CRY OF A PROSTITUTE (1974) Blu-ray
Director: Andrea Bianchi
Code Red Releasing

The director of BURIAL GROUND takes on the mafia in the brutal CRY OF A PROSTITUTE, on Blu-ray from Code Red Releasing.

When a road accident in Sicily reveals that the child of a motoring couple was actually a corpse stuffed with heroin, mafia dons meet and place the blame on Don Ricuzzo Cantimo (Fausto Tozzi, KNIVES OF THE AVENGER), an American who has brought some objectionable practices with him and has waged war with the rival family of Don Turi Scannapieco (filmmaker Mario Landi, PATRICK STILL LIVES). The committee leaves it up to Don Cascemi (Vittorio Sanipoli, SINS OF ROME) to deal with Don Ricuzzo, but he goes one further and secretly hires American-raised Sicilian hitman Tony Aniante (Henry Silva, ALMOST HUMAN) to get rid of both Ricuzzo and Scannapieco. In the tradition of YOJIMBO by way of A FISTFUL OF DOLLARS, Tony – who of course has a personal motivation rooted in a traumatic flashback, as well as a whistle that references both ONCE UPON A TIME IN THE WEST and FOR A FEW DOLLARS MORE – takes up independent quarters in town an befriends both Cantimo and Scannapieco before setting about turning them against one another with a series of hits on their men and their operations. Tony's plans are complicated, however, by the revelation that Scannapieco has it in for Cantimo because the assassination of his son-in-law left his daughter Santa (Dada Gallotti, ESCALATION) mentally-unbalanced and his grandson Dino crippled, while Ricuzzo's alcoholic former prostitute wife Margie (Barbara Bouchet, DON'T TORTURE A DUCKLING) tries to seduce him. Also caught in the middle of the conflict are Ricuzzo's youngest son Paolo (Pier Maria Rossi, MADELEINE: ANATOMY OF A NIGHTMARE) who is in love with Scannapieco's younger daughter Carmela (Patrizia Gori, HELGA: SHE-WOLF OF STILBERG). As Tony plays both sides, both Cantimo and Scannapieco wonder just where he will ultimately side, to which he replies, "Whoever wins."

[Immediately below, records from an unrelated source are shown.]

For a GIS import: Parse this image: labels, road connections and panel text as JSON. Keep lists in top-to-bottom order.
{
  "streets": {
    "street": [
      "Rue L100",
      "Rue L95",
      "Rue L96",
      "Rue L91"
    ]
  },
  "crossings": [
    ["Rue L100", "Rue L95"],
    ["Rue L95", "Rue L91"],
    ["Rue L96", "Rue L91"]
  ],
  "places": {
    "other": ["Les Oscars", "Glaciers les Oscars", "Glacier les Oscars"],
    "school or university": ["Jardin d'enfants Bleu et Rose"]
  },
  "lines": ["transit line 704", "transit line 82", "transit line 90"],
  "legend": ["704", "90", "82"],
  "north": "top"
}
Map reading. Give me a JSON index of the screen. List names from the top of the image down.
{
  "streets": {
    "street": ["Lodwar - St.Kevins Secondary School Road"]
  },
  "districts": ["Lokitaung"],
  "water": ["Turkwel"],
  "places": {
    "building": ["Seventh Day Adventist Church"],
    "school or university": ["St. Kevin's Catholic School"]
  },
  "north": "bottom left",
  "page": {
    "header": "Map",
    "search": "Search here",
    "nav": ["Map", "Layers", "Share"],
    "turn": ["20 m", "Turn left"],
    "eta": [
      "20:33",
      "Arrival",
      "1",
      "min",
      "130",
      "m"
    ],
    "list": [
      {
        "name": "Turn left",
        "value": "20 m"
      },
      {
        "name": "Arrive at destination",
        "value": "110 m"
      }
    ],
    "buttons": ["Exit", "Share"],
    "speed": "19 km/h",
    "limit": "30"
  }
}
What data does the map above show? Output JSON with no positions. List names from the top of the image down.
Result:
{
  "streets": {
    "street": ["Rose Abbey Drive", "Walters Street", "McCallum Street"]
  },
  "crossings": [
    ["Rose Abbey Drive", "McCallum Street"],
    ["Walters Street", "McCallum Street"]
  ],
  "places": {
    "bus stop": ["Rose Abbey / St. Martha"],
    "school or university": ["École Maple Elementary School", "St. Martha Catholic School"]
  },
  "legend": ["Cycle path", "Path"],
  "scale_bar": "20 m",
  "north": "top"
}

Known in the United States as CRY OF A PROSTITUTE, the Italian title actually translates as THE ONES WHO COUNT which is referenced in dialogue late in the film as the unseen powers higher up that really influence the goings-on. Fans of director Andrea Bianchi's nuttier exploitation ventures like BURIAL GROUND and STRIP NUDE FOR YOUR KILLER may be surprised that he could lense a more straightforward genre offering, but the uncut version of the film has its share of excess with multiple bloody head-shots, a stitched-up child's cadaver on an autopsy table, an automobile crash decapitation, a corpse flattened by steamroller, and a vertical bandsaw head bisection (not to mention the brutality suffered by Bouchet's character). The plot seems pretty predictable at first, taking into account that there will be multiple double-crossings, only for the climax to toss some expectations out the window as Tony's personal code of honor seems to diverge from that of "The Man with No Name" and the survival of even the more sympathetic characters is cast into doubt. While CRY OF A PROSTITUTE is never so batshit crazy as some of Bianchi's other offerings, it is one of the more brutal and diverting entries in the Mafioso branch of the Italian crime genre. The usually elegant work of cinematographer Carlo Carlini (AUTOPSY, SEVEN DEATHS IN THE CAT'S EYE) is merely serviceable here, but he does provide some nice Sicilian vistas, while the scoring of Sante Maria Romitelli also seems on autopilot, contrasting some suspense cues with a score that seems to take off from his work on HATCHET FOR THE HONEYMOON and THE RED-HEADED CORPSE.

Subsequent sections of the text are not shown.